What you return must match the records exactly, line for line.
---
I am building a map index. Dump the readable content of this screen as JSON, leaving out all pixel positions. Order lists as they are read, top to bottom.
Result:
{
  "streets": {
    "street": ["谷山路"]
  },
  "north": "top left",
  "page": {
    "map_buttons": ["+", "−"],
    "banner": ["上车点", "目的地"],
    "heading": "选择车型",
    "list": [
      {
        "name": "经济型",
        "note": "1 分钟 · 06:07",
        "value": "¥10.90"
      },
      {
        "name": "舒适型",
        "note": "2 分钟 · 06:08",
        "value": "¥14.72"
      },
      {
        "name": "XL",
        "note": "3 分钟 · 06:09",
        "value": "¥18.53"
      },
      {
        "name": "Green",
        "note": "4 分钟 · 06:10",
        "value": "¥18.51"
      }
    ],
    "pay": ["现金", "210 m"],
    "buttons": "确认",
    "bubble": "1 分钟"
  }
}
---
— Task answer —
I am building a map index. Dump the readable content of this screen as JSON, leaving out all pixel positions. Order lists as they are read, top to bottom.
Result:
{
  "streets": {
    "street": ["谷山路"]
  },
  "north": "top left",
  "page": {
    "map_buttons": ["+", "−"],
    "banner": ["上车点", "目的地"],
    "heading": "选择车型",
    "list": [
      {
        "name": "经济型",
        "note": "1 分钟 · 06:07",
        "value": "¥10.90"
      },
      {
        "name": "舒适型",
        "note": "2 分钟 · 06:08",
        "value": "¥14.72"
      },
      {
        "name": "XL",
        "note": "3 分钟 · 06:09",
        "value": "¥18.53"
      },
      {
        "name": "Green",
        "note": "4 分钟 · 06:10",
        "value": "¥18.51"
      }
    ],
    "pay": ["现金", "210 m"],
    "buttons": "确认",
    "bubble": "1 分钟"
  }
}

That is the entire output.